* HOW TO COMPLETE THIS TASK
Output the data below exactly, down to the last character.

##### RECORDS FOR THE TASK #####

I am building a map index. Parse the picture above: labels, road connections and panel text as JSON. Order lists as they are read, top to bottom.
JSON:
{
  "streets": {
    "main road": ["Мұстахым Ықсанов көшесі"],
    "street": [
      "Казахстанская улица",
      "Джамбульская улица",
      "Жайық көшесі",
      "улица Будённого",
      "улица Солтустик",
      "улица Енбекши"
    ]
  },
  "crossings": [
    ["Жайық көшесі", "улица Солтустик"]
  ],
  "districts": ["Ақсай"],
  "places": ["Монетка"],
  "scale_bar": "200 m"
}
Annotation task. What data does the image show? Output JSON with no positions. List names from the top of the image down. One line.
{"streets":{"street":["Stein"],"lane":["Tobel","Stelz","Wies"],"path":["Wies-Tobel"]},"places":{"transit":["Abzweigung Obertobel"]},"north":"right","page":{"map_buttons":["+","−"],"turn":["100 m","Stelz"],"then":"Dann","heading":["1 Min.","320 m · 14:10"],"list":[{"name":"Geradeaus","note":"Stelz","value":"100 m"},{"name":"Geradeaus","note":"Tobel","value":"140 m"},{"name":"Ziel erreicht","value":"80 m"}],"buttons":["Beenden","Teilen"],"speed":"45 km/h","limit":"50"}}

#####

* ANSWER AREA
I am building a map index. Parse the picture above: labels, road connections and panel text as JSON. Order lists as they are read, top to bottom.
JSON:
{
  "streets": {
    "main road": ["Мұстахым Ықсанов көшесі"],
    "street": [
      "Казахстанская улица",
      "Джамбульская улица",
      "Жайық көшесі",
      "улица Будённого",
      "улица Солтустик",
      "улица Енбекши"
    ]
  },
  "crossings": [
    ["Жайық көшесі", "улица Солтустик"]
  ],
  "districts": ["Ақсай"],
  "places": ["Монетка"],
  "scale_bar": "200 m"
}
Annotation task. What data does the image show? Output JSON with no positions. List names from the top of the image down. One line.
{"streets":{"street":["Stein"],"lane":["Tobel","Stelz","Wies"],"path":["Wies-Tobel"]},"places":{"transit":["Abzweigung Obertobel"]},"north":"right","page":{"map_buttons":["+","−"],"turn":["100 m","Stelz"],"then":"Dann","heading":["1 Min.","320 m · 14:10"],"list":[{"name":"Geradeaus","note":"Stelz","value":"100 m"},{"name":"Geradeaus","note":"Tobel","value":"140 m"},{"name":"Ziel erreicht","value":"80 m"}],"buttons":["Beenden","Teilen"],"speed":"45 km/h","limit":"50"}}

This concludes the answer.